## Data
==*==

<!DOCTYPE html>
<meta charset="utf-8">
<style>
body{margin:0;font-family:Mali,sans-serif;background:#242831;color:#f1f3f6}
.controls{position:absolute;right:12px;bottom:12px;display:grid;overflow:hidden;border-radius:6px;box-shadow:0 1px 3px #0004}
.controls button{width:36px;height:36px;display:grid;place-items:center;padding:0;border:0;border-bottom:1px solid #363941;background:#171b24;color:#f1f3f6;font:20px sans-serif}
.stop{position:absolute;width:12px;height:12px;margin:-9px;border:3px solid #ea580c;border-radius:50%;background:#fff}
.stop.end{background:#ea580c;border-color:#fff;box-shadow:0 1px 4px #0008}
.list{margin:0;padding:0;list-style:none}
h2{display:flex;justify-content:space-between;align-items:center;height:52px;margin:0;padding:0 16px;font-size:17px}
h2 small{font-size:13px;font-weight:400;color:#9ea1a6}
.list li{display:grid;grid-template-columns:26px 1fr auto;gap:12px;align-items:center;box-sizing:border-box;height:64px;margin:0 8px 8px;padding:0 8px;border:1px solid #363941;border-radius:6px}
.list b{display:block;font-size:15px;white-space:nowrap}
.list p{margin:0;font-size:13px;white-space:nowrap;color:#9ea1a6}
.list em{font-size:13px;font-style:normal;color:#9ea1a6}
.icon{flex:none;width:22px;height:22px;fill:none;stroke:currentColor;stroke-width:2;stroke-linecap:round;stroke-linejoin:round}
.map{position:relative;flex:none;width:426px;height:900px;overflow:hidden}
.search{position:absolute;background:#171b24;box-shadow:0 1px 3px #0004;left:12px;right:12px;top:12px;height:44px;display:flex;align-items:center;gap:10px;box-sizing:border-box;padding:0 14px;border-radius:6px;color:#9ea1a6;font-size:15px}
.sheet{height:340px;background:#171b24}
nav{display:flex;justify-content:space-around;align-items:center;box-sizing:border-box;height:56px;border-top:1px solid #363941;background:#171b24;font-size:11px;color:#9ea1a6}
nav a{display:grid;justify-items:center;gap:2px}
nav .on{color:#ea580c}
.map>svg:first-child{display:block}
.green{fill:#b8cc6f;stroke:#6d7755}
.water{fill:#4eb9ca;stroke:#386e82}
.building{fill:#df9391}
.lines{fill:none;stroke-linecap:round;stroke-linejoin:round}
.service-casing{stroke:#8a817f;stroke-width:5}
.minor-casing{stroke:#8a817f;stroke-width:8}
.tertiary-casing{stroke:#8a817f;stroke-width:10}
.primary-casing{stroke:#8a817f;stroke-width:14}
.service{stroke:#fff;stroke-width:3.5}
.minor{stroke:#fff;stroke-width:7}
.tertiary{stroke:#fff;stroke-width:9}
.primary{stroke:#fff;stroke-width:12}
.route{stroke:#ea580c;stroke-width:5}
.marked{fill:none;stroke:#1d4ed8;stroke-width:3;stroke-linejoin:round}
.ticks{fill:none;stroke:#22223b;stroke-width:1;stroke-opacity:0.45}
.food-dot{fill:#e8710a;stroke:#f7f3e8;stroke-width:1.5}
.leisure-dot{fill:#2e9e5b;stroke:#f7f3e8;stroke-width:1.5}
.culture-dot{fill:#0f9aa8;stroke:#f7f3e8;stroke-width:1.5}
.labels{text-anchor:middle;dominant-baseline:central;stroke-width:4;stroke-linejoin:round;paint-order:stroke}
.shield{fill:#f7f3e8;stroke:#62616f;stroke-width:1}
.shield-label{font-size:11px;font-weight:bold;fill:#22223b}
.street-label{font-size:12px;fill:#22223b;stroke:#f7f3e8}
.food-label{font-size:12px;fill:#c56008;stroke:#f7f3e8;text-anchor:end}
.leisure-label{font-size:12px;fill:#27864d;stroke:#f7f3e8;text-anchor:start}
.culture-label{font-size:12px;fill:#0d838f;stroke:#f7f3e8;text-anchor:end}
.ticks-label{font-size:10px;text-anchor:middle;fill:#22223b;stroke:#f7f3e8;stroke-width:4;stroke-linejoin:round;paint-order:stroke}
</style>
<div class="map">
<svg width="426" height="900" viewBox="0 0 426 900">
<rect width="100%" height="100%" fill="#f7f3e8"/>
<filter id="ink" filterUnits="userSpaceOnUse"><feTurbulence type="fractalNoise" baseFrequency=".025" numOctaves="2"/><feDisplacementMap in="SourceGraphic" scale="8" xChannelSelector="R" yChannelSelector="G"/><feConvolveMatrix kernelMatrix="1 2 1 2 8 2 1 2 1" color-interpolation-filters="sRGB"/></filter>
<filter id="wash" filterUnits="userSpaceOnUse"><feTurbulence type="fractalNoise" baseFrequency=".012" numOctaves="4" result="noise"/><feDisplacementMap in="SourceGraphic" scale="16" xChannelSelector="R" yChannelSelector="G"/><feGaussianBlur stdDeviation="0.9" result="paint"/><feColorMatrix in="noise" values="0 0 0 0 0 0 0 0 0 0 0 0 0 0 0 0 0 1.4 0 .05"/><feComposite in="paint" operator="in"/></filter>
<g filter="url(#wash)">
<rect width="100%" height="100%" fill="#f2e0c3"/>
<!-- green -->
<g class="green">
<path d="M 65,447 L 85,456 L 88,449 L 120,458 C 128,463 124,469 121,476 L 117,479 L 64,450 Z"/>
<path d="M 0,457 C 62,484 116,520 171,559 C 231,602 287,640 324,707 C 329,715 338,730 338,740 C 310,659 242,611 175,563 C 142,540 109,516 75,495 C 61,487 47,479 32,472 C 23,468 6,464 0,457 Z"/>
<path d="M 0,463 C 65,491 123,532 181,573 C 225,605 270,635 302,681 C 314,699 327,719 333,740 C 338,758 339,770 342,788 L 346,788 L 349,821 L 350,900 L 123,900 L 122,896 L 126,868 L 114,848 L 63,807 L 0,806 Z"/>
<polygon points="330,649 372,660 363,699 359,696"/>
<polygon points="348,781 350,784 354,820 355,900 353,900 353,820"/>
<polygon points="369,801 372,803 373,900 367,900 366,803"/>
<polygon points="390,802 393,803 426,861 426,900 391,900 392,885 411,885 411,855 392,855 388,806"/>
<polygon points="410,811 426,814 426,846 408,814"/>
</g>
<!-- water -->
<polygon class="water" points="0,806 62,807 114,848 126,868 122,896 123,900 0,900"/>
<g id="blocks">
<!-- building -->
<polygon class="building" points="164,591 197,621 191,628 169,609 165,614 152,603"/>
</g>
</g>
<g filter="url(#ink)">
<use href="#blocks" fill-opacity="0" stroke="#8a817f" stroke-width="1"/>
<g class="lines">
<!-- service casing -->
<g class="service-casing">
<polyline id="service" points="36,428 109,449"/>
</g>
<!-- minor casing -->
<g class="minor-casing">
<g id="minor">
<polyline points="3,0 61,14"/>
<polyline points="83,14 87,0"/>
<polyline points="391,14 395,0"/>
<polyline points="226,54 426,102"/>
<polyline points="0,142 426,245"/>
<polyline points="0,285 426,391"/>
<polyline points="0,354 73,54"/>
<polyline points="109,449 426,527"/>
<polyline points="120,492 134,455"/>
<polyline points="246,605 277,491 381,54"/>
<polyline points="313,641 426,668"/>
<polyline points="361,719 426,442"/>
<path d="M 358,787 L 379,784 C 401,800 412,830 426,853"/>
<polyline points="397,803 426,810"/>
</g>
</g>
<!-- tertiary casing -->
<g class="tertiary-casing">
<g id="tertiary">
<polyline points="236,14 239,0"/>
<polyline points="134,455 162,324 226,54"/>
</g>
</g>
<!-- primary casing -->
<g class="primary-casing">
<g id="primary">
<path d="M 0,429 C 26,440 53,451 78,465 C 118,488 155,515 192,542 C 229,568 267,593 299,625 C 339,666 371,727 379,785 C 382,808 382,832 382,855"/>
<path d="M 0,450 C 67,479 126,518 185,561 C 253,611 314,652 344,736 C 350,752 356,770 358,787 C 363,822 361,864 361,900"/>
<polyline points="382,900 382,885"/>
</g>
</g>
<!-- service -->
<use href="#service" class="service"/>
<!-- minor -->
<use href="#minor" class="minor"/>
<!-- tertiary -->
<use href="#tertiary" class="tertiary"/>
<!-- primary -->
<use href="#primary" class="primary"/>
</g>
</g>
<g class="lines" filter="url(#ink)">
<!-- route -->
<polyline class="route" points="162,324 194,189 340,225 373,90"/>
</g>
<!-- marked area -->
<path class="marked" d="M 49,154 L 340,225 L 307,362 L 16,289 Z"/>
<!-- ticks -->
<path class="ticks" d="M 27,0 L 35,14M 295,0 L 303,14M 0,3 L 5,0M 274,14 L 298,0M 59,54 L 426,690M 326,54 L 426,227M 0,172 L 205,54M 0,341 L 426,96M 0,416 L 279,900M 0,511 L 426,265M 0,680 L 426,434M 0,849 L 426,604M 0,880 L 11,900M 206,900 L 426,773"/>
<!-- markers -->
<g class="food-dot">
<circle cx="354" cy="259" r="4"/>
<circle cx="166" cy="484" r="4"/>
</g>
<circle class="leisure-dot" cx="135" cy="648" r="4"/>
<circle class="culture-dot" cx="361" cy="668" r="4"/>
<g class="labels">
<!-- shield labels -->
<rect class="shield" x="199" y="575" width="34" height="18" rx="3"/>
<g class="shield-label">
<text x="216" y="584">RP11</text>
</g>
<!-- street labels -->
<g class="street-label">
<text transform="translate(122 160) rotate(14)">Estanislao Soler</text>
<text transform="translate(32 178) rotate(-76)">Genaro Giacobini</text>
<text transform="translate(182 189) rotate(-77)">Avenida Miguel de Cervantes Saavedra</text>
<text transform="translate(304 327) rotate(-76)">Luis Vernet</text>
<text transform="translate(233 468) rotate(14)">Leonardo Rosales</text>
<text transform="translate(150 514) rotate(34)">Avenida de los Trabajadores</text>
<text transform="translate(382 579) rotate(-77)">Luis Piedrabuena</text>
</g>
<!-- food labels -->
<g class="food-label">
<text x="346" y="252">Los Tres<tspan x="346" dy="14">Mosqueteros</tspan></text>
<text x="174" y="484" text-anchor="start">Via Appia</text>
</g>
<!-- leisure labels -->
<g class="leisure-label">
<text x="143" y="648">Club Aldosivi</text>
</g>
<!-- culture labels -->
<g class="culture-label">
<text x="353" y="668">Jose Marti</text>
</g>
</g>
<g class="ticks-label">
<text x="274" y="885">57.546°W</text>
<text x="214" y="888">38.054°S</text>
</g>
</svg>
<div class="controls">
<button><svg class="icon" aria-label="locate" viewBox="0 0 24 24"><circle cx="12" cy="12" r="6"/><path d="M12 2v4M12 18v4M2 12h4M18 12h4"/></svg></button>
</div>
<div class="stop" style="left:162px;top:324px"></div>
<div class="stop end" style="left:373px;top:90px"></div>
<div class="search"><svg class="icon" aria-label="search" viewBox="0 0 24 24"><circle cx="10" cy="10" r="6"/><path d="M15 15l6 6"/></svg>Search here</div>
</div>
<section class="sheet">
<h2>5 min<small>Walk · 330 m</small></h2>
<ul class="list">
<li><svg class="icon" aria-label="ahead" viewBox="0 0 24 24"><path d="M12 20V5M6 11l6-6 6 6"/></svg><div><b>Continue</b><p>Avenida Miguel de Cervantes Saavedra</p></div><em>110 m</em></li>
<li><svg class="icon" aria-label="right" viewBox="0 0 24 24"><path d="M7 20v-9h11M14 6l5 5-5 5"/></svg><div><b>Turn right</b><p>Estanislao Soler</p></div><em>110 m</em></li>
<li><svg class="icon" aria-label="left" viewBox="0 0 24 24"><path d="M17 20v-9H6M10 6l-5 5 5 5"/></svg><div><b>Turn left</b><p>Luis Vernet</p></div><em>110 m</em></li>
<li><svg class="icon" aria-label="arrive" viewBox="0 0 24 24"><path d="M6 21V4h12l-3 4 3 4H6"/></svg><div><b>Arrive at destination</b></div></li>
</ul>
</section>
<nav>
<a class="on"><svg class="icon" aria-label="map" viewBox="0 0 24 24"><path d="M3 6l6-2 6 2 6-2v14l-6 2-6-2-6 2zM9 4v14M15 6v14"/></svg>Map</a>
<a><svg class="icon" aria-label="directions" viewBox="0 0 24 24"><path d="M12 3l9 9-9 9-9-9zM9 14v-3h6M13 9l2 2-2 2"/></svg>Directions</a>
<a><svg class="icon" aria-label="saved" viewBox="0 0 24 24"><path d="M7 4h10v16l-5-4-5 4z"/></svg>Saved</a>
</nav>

==*==

## What is being asked
Lines of the listing above that contain the word "nowrap" should all be returned.

## Task result
.list b{display:block;font-size:15px;white-space:nowrap}
.list p{margin:0;font-size:13px;white-space:nowrap;color:#9ea1a6}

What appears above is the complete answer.